A few months ago I had three holes in my commuter car where some shiftless youth had decided to either liberate my CD player or destroy my speakers. At the time, the idea of driving around without any radio at all seemed quite agreeable. For about three minutes. I'm afraid to admit that in peak hour traffic you need to have some other amusement than making dirty phrases out of number plate letter combinations or provoking reactions by smiling inanely at your fellow commuters. But there was a consolation - one day I watched in amazement at the amount of water (lots, if you're wondering) that gushed down into the doors past the windows, the six by nine inch holes proving to be excellent viewing portals on the rainy day.

I had to have at least a radio.

Rummaging in the shed unearthed two options that didn't involve an outlay of cash on something that would probably be nicked. The first was the original National Panasonic shaft-mounted cassette player fitted by the Alfa dealer way back in 1978. It had survived the best part of twenty years without provoking a break-in. Unfortunately, it was also not working. The second was an early Nineties Sony tape unit, the DIN face of which had been sun-ravaged to the point where the LCD display no longer displayed. I didn't really care too much as long as the radio worked (which it did). In fact, once powered up, even the station memory and station search functions were found to work perfectly (lucky, as there was no way to tune it by looking at the frequencies).

"How am I going to install this thing?" I wondered aloud. I had three holes in the car but none of them were remotely DIN-sized. Two were oval shaped and carved crudely in the front doors. The other one was a very large hole normally taken up by a plastic centre console. The thieves had taken the entire thing and I still hadn't managed to track one down.

I had a spare gearshift surround console though - a long plastic affair with a big coin tray at one end. Some more rummaging through the boxes of junk I keep for such occasions was rewarded with a huge, flat gate hinge and an octopus strap. Perfect. The hinge bolted to the gearshift console to the place where the centre console would normally go. The tape unit was shoved crudely underneath the top part of the hinge and the whole thing secured with a combination of octopus strap and duct tape. Ten minutes of wire-baring, twisting and electrical tape later and I had a functional radio. I didn't think it really deserved the solder/crimp connector treatment and I was right.

To say that it looked horrible would be an understatement. I quickly bunged a bit of spare black carpet over the whole mess and it looked very Mad Max, somewhat keeping in character with the rest of the car; that is, if Mad Max wanted to drive an effete Italian coupe.

The two ancient Pioneer dual cone speakers in the back (too awful to steal, too tough to destroy, apparently) serviced to let the noise out of the radio.
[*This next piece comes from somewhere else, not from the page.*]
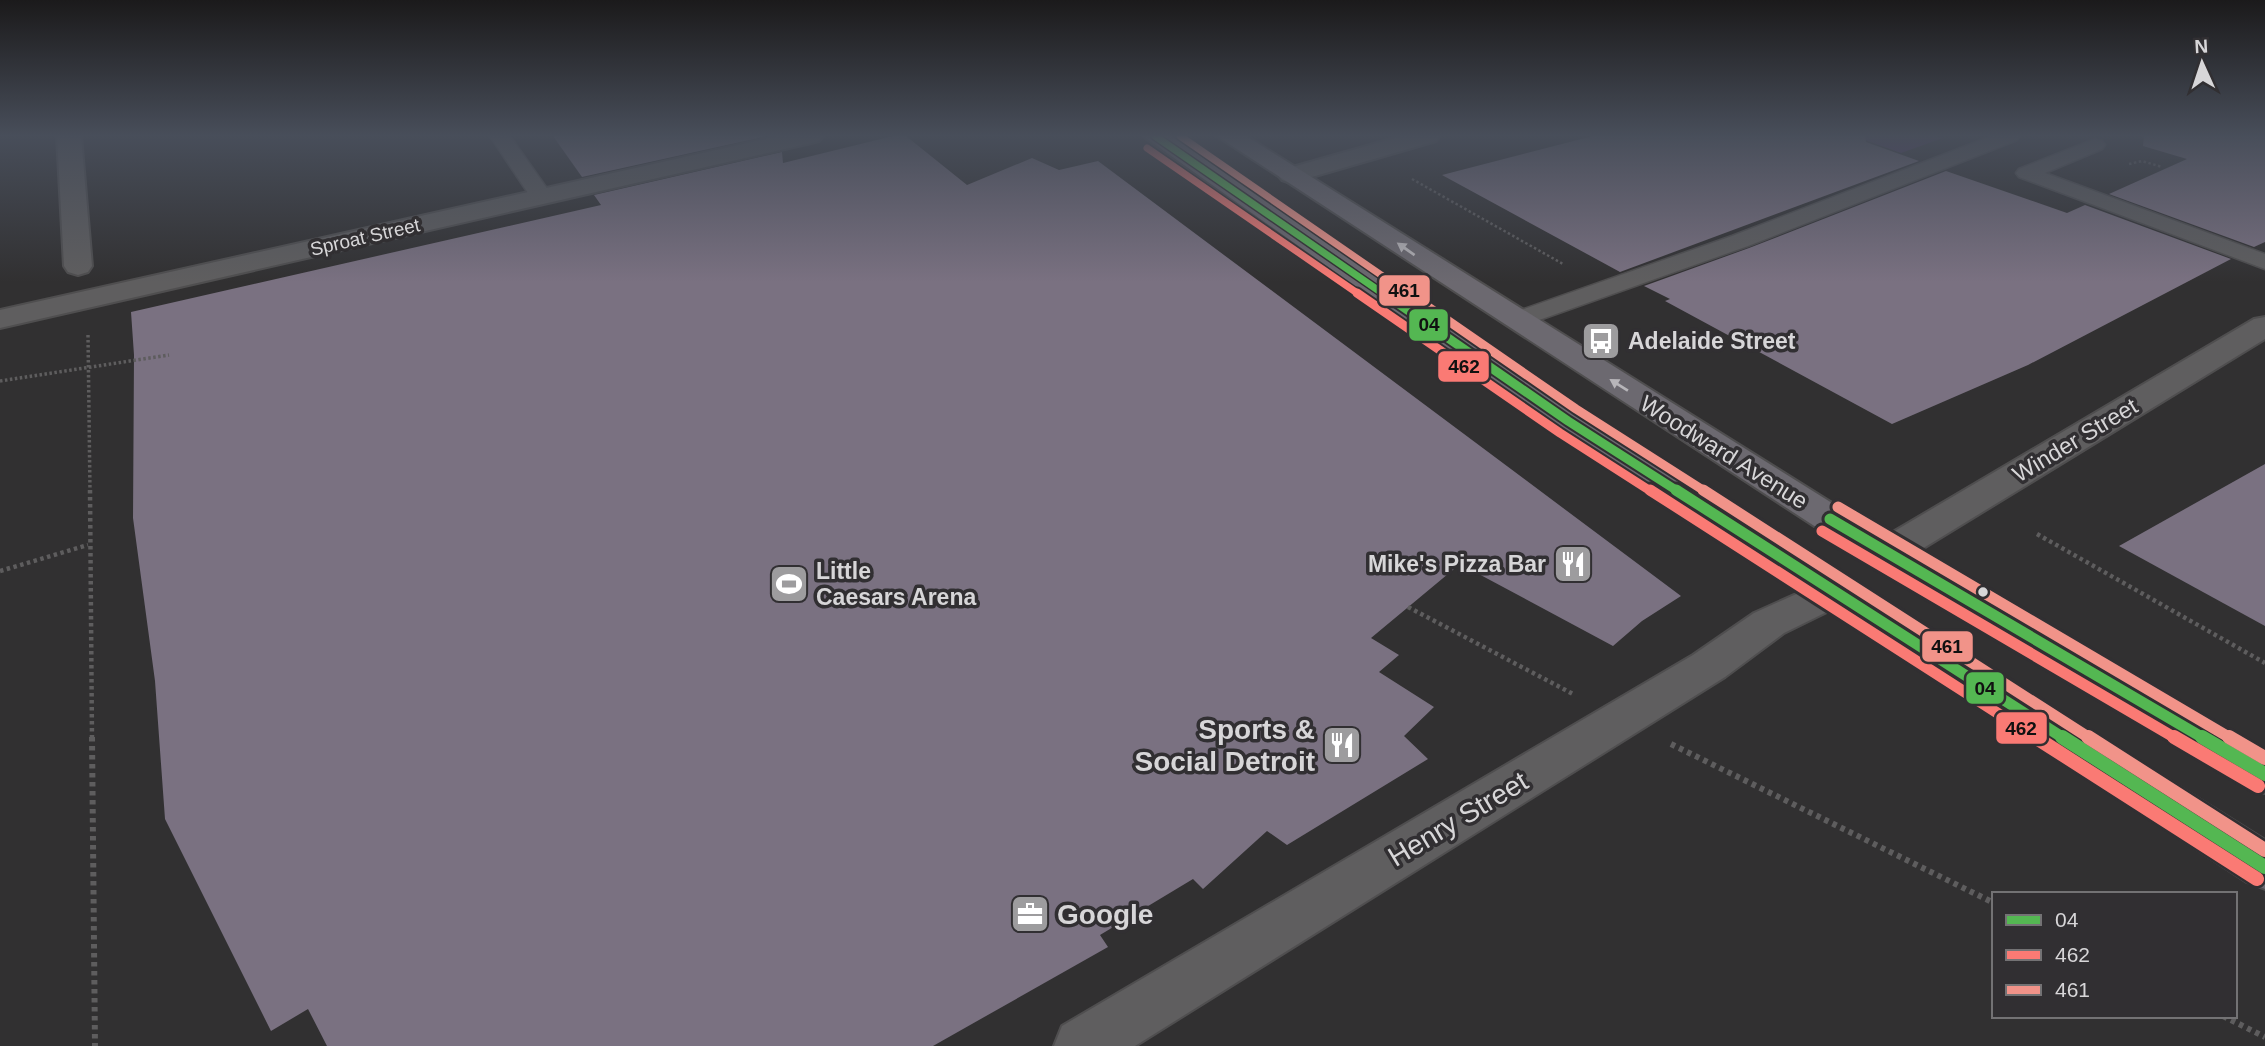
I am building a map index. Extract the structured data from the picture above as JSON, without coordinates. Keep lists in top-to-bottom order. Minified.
{"streets":{"main road":["Woodward Avenue"],"street":["Sproat Street","Winder Street","Henry Street"]},"crossings":[["Winder Street","Woodward Avenue"]],"places":{"bus stop":["Adelaide Street"],"restaurant":["Mike's Pizza Bar","Sports & Social Detroit"],"sports":["Little Caesars Arena"],"office":["Google"]},"lines":["transit line 04","transit line 462","transit line 461"],"legend":["04","462","461"],"north":"top"}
But does anybody listen to FM radio any more? It has either become dreadful or I've fallen into an age-related demographic hole that simply isn't catered to. Somewhere between stations that endlessly belt out "classic rawwkk", all the way through to the (apparently) youth-oriented stations: insipid, unfunny morning shows and unrelenting adherence to early Nineties grunge; or perhaps the "dance" station that seems to be an 808 drum'n'bass machine and some screaming woman alternated with a bit of street patois; all day the same song. Yes I'll freely admit I'm getting a bit past it. The twenty-minute radio install had turned into somewhat of an anti-climax. Obviously this wasn't going to work out - there was nothing to listen to...

Plan B involved a personal CD player and one of those cassette-based CD doodads that shoves in where the tape normally goes. Worked OK in the garage. On the road, that rock-hard suspension that makes corners so much fun also turns out to be an excellent CD skip generator. Unlistenable. I reluctantly went back to the radio for some months, settling on a vanilla "middle of the road" station that at least had a reasonable back catalog of old Stax/Atlantic and Motown. The morning show in this case consisted of some guy making fat jokes about himself and playing a birthday wheel game every day in which nobody seemed to win. Combined with the occasional treat of water running down inside the doors, this provided a reasonable amount of in car entertainment.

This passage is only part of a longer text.